Quizás el más anticlerical de los cineastas modernos fue Luis Buñuel, tanto en sus producciones mexicanas Nazarín y Viridiana, que trataban las contradicciones doctrinarias de una Iglesia conservadora, como en sus ingeniosas sátiras –salpicadas de blasfemia- hechas en Francia, como El discreto encanto de la burguesía, Bella de día y Tristana, sin olvidar aquella audaz parodia sobre los milagros, La via láctea, ambientada en los peregrinajes de fieles a un santuario español. Otro director francés y pionero de la nueva ola, Jean-Luc Godard , escandalizó a muchas sociedades con predominancia católica con su filme Yo te saludo María, filmada en Canadá, sobre el supuesto regreso de Jesucristo en tiempos modernos, predicha por una ingenua católica. Por otra parte, la personalidad divina del fundador del cristianismo fue puesta en duda en la polémica producción de Martín Scorsese sobre la novela de Kazantzakis, La última tentación de Cristo, cuya exhibición fue prohibida o protestada en muchas partes, incluyendo en un país tan liberal como EE.UU., por congregaciones de varias tendencias religiosas. Ni siquiera una versión muy "socialista" del Evangelio según San Mateo, de un realizador abiertamente comunista como Pier Paolo Pasolini, muy distinta a las obras bíblicas claramente parcializada como las producciones comerciales de Hollywood. Pero ninguna causó tanto revuelo como la cinta de Scorsese, que en el fondo sólo quiso subrayar la humanidad del líder religioso, sin desmerecer sus otras cualidades como la compasión, el altruismo y la solidaridad.

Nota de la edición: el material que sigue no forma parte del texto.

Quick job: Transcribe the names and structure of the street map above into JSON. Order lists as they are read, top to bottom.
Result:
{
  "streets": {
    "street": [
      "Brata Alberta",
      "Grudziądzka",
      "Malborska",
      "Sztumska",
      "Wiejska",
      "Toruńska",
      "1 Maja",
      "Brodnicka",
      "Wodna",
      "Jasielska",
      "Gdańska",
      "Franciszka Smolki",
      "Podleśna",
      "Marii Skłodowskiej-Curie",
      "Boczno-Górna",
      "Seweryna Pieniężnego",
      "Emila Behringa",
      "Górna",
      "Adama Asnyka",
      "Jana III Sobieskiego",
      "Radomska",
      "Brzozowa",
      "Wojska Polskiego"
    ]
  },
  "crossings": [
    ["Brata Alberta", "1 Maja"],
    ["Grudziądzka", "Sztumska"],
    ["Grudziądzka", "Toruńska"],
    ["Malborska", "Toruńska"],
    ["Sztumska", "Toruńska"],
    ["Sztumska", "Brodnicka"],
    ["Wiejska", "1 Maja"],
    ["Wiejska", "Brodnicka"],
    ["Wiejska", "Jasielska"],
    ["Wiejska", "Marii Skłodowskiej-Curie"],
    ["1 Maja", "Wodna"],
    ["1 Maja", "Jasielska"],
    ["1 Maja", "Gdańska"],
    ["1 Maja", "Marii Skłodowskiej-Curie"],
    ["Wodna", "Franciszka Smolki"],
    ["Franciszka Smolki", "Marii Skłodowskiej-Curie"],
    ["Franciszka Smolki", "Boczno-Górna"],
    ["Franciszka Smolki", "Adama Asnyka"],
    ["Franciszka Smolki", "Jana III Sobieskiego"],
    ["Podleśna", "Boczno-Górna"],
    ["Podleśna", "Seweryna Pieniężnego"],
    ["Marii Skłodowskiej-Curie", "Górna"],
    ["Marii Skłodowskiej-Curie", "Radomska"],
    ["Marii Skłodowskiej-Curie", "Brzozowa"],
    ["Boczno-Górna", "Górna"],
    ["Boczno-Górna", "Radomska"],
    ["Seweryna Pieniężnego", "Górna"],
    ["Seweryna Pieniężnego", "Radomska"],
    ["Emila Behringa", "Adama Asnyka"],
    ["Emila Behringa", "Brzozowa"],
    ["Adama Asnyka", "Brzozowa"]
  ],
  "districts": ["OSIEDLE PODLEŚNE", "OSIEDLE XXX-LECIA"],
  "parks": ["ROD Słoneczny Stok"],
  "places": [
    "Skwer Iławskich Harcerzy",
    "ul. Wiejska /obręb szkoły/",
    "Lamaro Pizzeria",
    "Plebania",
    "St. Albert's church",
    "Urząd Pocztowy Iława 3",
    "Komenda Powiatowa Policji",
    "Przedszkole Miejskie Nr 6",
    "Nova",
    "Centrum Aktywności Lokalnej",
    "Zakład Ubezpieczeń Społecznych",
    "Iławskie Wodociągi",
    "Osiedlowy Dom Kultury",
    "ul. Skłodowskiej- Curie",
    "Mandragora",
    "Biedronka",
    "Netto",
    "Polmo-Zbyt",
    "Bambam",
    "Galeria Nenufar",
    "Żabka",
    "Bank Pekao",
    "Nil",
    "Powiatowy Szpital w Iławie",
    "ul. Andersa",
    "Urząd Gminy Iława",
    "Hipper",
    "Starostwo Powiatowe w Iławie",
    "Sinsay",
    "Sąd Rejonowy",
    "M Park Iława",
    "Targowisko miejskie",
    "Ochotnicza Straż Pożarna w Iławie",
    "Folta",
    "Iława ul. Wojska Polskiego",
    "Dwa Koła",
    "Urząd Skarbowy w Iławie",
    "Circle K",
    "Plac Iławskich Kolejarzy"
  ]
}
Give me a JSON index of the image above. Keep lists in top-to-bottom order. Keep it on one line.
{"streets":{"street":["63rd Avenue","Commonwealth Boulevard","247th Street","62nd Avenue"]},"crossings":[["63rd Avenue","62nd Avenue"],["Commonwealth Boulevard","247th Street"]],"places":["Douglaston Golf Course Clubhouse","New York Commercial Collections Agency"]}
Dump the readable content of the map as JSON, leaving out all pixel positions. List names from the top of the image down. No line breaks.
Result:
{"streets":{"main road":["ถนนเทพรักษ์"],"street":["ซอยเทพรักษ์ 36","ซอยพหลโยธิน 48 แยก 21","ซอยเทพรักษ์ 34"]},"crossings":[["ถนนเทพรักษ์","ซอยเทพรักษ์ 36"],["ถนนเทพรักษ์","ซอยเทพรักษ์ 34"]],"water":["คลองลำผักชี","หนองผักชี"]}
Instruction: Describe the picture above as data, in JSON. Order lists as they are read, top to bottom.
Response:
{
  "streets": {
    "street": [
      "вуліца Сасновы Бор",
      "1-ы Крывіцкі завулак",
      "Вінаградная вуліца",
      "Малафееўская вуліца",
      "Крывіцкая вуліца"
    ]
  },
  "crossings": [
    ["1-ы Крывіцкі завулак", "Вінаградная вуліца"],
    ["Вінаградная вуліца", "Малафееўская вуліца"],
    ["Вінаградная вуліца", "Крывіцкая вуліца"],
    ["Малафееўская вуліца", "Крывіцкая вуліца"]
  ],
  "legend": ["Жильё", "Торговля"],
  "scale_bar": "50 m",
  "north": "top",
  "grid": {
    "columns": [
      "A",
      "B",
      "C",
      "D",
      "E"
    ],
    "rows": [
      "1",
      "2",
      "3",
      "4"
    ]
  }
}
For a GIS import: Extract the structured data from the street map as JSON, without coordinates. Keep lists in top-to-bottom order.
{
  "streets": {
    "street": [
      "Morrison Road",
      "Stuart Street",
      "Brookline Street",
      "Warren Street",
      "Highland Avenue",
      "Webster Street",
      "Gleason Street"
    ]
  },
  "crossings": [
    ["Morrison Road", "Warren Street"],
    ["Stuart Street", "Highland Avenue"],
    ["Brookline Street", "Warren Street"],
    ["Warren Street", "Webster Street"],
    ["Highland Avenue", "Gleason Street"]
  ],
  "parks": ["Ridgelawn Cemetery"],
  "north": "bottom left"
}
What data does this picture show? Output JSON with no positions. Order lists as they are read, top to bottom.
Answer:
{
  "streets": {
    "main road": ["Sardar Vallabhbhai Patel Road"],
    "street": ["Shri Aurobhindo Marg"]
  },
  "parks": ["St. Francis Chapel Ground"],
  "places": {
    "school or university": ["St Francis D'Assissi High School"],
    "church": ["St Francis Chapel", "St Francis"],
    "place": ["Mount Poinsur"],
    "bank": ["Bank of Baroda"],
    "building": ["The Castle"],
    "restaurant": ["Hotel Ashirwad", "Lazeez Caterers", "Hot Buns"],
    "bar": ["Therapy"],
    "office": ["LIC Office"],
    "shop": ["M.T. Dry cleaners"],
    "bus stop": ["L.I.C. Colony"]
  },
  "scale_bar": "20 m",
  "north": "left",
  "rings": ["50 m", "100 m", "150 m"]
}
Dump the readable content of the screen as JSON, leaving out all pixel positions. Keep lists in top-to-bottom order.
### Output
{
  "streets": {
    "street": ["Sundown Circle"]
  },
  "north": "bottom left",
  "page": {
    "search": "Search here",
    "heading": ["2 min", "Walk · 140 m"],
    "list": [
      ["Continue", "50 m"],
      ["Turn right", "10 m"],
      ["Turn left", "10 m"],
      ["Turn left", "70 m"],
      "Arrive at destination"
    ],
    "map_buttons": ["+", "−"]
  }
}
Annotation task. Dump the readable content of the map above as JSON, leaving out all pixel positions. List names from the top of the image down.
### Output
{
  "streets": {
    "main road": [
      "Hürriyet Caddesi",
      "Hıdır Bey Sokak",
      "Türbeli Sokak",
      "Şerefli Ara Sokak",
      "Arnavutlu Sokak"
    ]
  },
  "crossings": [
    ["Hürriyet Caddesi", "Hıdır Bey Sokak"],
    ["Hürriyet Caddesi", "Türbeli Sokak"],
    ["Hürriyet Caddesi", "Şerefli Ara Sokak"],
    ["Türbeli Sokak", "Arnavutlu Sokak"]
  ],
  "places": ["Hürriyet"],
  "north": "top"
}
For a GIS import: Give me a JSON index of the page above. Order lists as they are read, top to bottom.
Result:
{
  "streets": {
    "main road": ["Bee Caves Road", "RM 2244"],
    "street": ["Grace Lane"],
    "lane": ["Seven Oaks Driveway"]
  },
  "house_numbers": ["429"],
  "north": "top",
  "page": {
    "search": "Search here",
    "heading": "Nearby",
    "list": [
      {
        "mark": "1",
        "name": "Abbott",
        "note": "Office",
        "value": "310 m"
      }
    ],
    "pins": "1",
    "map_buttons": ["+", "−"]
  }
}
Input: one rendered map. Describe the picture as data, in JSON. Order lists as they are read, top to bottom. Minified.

En Italia, también es común notar una cierta aversión gubernamental a todo lo clerical desde la unificación del país en 1870 y la sumisión de la Iglesia al poder civil, contrariamente a las prácticas anteriores. Esto es así, aunque suena irónico en un país formalmente tan católico, quizás por la misma proximidad del Vaticano -un enclave ubicado dentro de la capital de la nación- además de la gran influencia que tiene esa institución en la vida social del país. Así, siendo la mayoría de los cineastas –intelectuales al fin- de tendencia izquierdista y atea, es lógico que muchos filmes lanzaran críticas a las instituciones religiosas. Y nadie lo hizo con mayor creatividad que el maestro Federico Fellini, especialmente con su escandalosa producción La dolce vita –una aguda crítica de la sociedad romana- y luego con Ocho y medio, Roma y Amarcord, cintas con memorias autobiográficas donde generalmente se irrespeta a la Iglesia de una manera sutil pero incisiva. En algunas de sus obras, otros realizadores prestigiosos como Rossellini, Visconti, Bertolucci y Antonioni, también fueron relativamente críticos del rol de la iglesia en la sociedad italiana, pero tangencialmente y sin caer en extremos.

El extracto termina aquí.